I think days like this are always going to be hard. There’s her birthday, March 28th, the day she died, May 21st, and my original due date, July 24th. But then there are the 21st and the 28th of every month, and there are Wednesdays (when I think “she would be x weeks old today”), and there are Mondays, the day she died. I’m hoping over time those smaller anniversary days will stop being so difficult, because it’s hard to live life when every Monday, Wednesday, 21st, and 28th are especially painful. Today, though, is too early to think about that. Today was really hard.
For the first week or so after Lucy was born, I would feel phantom kicks. They’d make me happy for a second before I remembered that there was no baby there to kick. After a while, I didn’t worry about that so much because I had Lucy to worry about, and she made me so happy. Now there are different phantoms: the tiny sounds she made when she was trying to make happy sounds while we cuddled, the hum of the machinery keeping her alive, and – above all – the alarms beeping from her monitors. That sound haunts my dreams still, and I don’t know when it will stop. I hated it, hated it so much then, but now I miss it because it meant she was alive and I still had to worry about her.
We’re slowly moving forward. Things are strained, but we’re making plans. I’m finding it helpful to try to plan a course of action to ensure that what happened with Lucy never happens again.

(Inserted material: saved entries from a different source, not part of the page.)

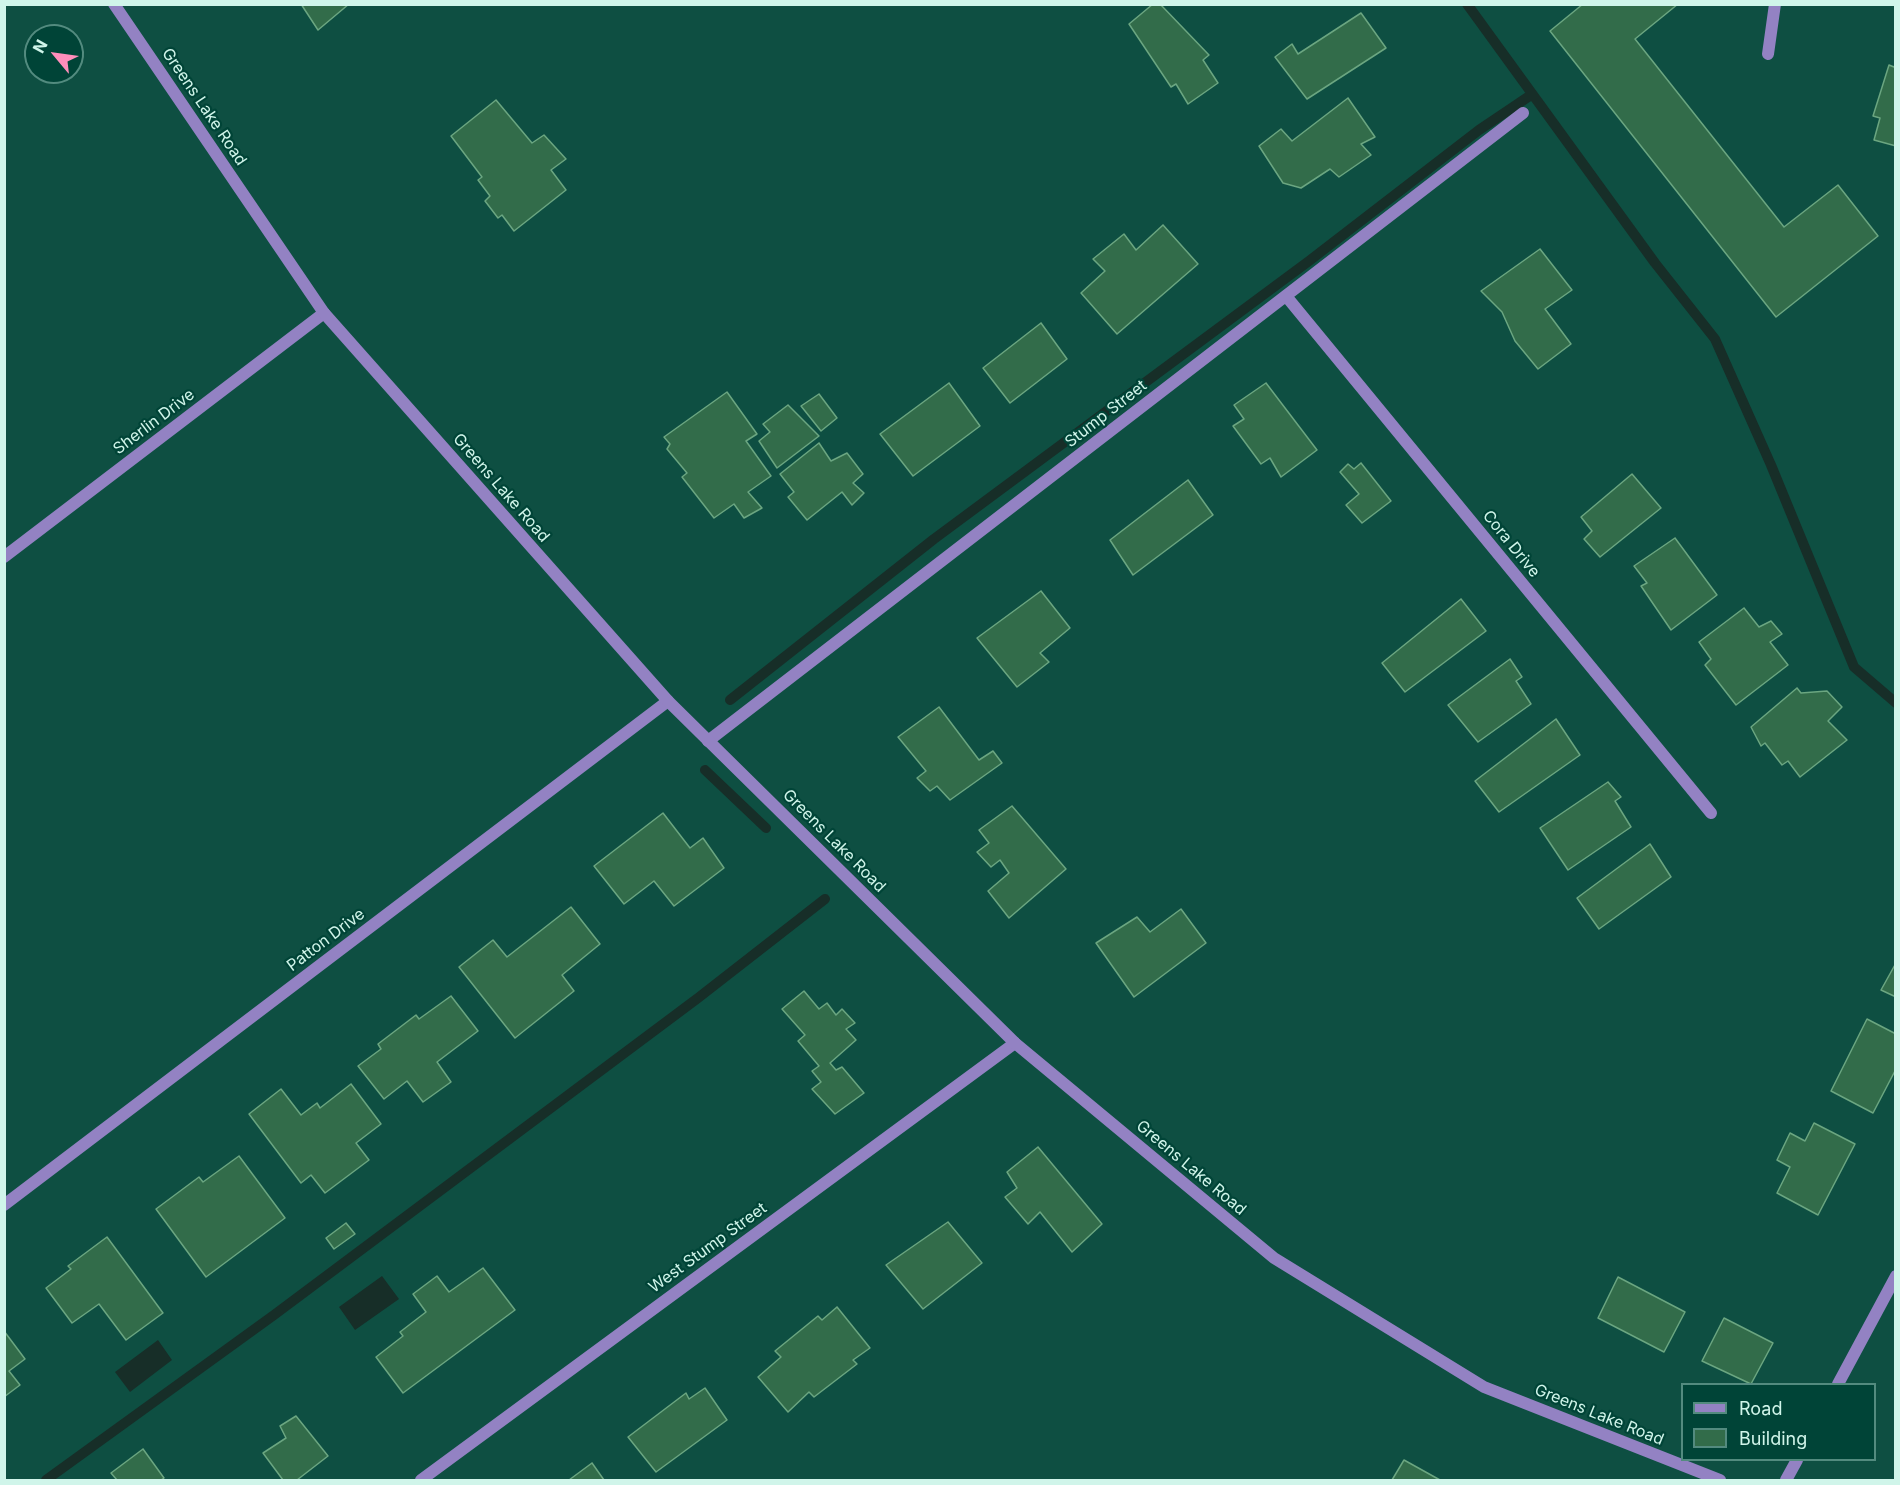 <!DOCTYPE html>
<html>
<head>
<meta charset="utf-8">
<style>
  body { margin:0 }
  #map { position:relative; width:1900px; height:1485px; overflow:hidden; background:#0e4f42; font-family:Inter,sans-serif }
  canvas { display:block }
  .frame { position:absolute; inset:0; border:6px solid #d0f5ea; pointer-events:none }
  .legend { position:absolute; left:1681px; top:1383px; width:195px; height:78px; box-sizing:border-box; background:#004437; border:2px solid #538b7f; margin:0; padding:8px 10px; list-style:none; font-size:18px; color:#d0f5ea }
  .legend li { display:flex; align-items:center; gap:12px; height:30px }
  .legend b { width:30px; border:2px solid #538b7f }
  .north { position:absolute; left:24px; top:24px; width:60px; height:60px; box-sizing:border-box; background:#004437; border:2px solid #538b7f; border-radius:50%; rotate:299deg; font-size:16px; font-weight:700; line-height:24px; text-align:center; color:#d0f5ea }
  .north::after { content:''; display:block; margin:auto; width:21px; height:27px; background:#ff8ebb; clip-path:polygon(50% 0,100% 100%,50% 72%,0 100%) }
</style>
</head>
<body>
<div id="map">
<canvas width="1900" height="1485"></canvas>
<div class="frame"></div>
<ul class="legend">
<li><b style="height:8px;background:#9382c3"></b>Road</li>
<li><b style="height:16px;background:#326c4a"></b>Building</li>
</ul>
<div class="north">N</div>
</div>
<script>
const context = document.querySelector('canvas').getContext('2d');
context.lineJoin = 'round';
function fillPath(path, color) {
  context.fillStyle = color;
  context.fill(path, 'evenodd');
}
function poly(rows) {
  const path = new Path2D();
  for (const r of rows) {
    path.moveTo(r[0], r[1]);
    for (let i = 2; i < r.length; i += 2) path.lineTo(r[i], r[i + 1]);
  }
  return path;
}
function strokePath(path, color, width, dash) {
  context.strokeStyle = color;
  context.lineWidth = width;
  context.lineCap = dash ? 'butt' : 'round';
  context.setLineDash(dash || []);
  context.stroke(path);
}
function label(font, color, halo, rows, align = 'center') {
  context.font = font + ' Inter,sans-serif';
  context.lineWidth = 4.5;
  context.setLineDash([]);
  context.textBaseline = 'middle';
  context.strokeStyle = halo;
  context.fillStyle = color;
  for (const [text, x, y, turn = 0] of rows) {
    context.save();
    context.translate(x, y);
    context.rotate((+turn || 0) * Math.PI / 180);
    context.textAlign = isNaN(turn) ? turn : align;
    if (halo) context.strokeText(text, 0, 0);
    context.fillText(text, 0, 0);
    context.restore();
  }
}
fillPath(poly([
  [382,1276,399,1299,355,1330,339,1307],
  [158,1340,172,1360,130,1392,115,1372]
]), '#172e28');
strokePath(poly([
  [1467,4,1655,263,1715,339,1771,465,1854,667,1896,703],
  [730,700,934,539,1309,261,1479,130,1531,95],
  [705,770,766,828],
  [46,1480,274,1315,698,998,825,899]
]), '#172e28', 10);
const building = poly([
  [301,4,349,4,318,30,301,4],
  [1153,4,1160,4,1209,55,1203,60,1218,83,1188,104,1176,84,1171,87,1129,24,1153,4],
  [1583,4,1678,4,1635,39,1784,227,1838,185,1878,236,1776,317,1550,31,1583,4],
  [1361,13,1386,48,1307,99,1275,57,1292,44,1298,54,1361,13],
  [1896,63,1896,146,1874,140,1880,118,1873,116,1889,65,1894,67,1896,63],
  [1348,98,1375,137,1361,144,1371,155,1339,177,1330,169,1301,188,1283,183,1259,146,1281,129,1292,141,1348,98],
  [496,100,532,143,544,135,566,159,551,170,566,190,514,231,502,215,498,218,485,201,490,196,478,180,482,177,451,136,496,100],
  [1163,225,1198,264,1117,334,1081,293,1105,271,1093,259,1124,234,1136,250,1163,225],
  [1540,249,1572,290,1545,309,1571,344,1538,369,1515,341,1502,312,1481,291,1540,249],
  [1041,323,1067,359,1010,403,983,368,1041,323],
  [949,383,980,426,913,476,880,434,949,383],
  [1266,383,1317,450,1281,477,1270,458,1261,464,1233,426,1244,419,1234,405,1266,383],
  [727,392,757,434,746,441,771,476,748,492,762,508,744,518,734,504,714,518,682,477,687,473,667,449,670,444,664,437,727,392],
  [819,394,837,418,821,431,801,406,819,394],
  [788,405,819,436,777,468,759,441,770,432,763,424,788,405],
  [819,443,831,461,847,453,863,474,853,483,864,493,852,505,842,492,807,520,788,497,794,492,780,474,819,443],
  [1361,463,1391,501,1362,523,1346,505,1359,494,1340,472,1348,464,1354,469,1361,463],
  [1632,474,1661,508,1600,557,1584,539,1592,531,1581,517,1632,474],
  [1188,480,1213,515,1133,575,1110,540,1188,480],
  [1675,538,1717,595,1671,630,1641,586,1647,583,1634,566,1675,538],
  [1041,591,1070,628,1040,653,1049,662,1017,687,977,638,1041,591],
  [1461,599,1486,631,1405,692,1382,663,1461,599],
  [1744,608,1759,627,1771,621,1782,634,1770,642,1788,665,1736,705,1705,665,1711,659,1699,642,1744,608],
  [1510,659,1522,677,1516,681,1531,704,1478,742,1448,705,1510,659],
  [1797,688,1801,693,1827,691,1842,707,1828,721,1847,740,1800,777,1788,761,1782,765,1765,743,1761,746,1751,727,1797,688],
  [939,707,979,760,993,751,1002,763,950,800,937,786,930,791,917,778,926,771,898,737,939,707],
  [1556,719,1580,755,1499,812,1475,781,1556,719],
  [1608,782,1621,797,1615,801,1631,827,1568,870,1540,828,1608,782],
  [1012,806,1066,869,1009,918,988,891,1009,873,1000,860,991,867,977,852,989,843,979,830,1012,806],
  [663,813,690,848,703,838,724,868,674,906,654,881,624,904,594,866,663,813],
  [1650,844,1671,877,1599,929,1577,898,1650,844],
  [571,907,600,944,562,975,574,991,515,1038,459,967,493,940,507,957,571,907],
  [1181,909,1206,943,1134,997,1096,943,1137,917,1150,932,1181,909],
  [1896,963,1896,997,1881,990,1896,963],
  [804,991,819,1009,827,1003,836,1015,842,1009,855,1023,846,1029,856,1040,830,1063,836,1070,842,1067,864,1093,835,1114,812,1089,821,1082,812,1071,819,1066,798,1041,805,1035,782,1009,804,991],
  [451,996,478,1031,437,1062,451,1082,423,1102,407,1081,384,1099,358,1066,381,1049,378,1044,416,1015,419,1019,451,996],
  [1867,1019,1896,1034,1896,1069,1873,1113,1831,1091,1867,1019],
  [351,1084,381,1124,356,1143,369,1160,325,1193,311,1175,301,1183,249,1114,281,1089,301,1115,317,1103,320,1108,351,1084],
  [1814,1123,1855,1144,1818,1215,1777,1193,1790,1167,1777,1160,1790,1133,1805,1141,1814,1123],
  [1038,1147,1102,1224,1072,1252,1040,1212,1028,1224,1005,1197,1017,1188,1007,1172,1038,1147],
  [239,1156,285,1218,206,1277,156,1209,199,1177,203,1182,239,1156],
  [948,1222,982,1263,923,1309,886,1265,948,1222],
  [346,1223,355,1234,334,1249,326,1238,346,1223],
  [107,1237,163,1313,126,1340,99,1304,72,1323,46,1288,71,1269,68,1266,107,1237],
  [483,1268,515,1310,403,1393,376,1357,403,1336,400,1332,426,1312,413,1294,437,1276,449,1292,483,1268],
  [1618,1277,1685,1312,1664,1352,1598,1318,1618,1277],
  [837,1307,870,1348,853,1360,857,1364,814,1397,809,1392,788,1412,758,1377,781,1357,775,1351,818,1316,822,1320,837,1307],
  [1724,1318,1773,1343,1751,1384,1702,1361,1724,1318],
  [4,1331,25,1359,9,1371,20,1385,4,1397,4,1331],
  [705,1388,727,1420,656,1472,628,1437,686,1393,689,1399,705,1388],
  [296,1416,328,1456,297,1480,283,1480,263,1453,286,1438,280,1426,296,1416],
  [143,1449,164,1478,161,1480,117,1480,111,1473,143,1449],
  [1404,1460,1440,1480,1392,1480,1404,1460],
  [592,1463,604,1480,569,1480,592,1463]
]);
fillPath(building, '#326c4a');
strokePath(building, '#6ba681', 1.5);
strokePath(poly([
  [1768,54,1775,4],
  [1286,296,1711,813],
  [4,557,324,313],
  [708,741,1523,113],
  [4,1205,668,701],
  [421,1480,1015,1043]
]), '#9382c3', 12);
strokePath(poly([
  [114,4,324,313,668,701,1015,1043,1274,1258,1484,1387,1720,1480],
  [1838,1384,1896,1276],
  [1786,1480,1797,1460]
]), '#9382c3', 12);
label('16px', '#d0f5ea', '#004437', [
  ["Greens Lake Road",204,107,56],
  ["Stump Street",1106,414,-38],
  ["Sherlin Drive",154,422,-37],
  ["Greens Lake Road",501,488,49],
  ["Cora Drive",1511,544,51],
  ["Greens Lake Road",834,841,45],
  ["Patton Drive",326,940,-37],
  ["Greens Lake Road",1191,1168,40],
  ["West Stump Street",708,1248,-36],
  ["Greens Lake Road",1599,1415,22]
]);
</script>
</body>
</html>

I’ll post more about that later when I figure out what I’m going to do, but it looks like there is at least one good option for us. That makes me feel a little hopeful, but also makes me so mad. Lucy was perfectly healthy, and she didn’t have to die. If I’d known about this procedure, or known that I might need it, I’d be looking forward to another happier anniversary day – Lucy’s birthday, in about three weeks.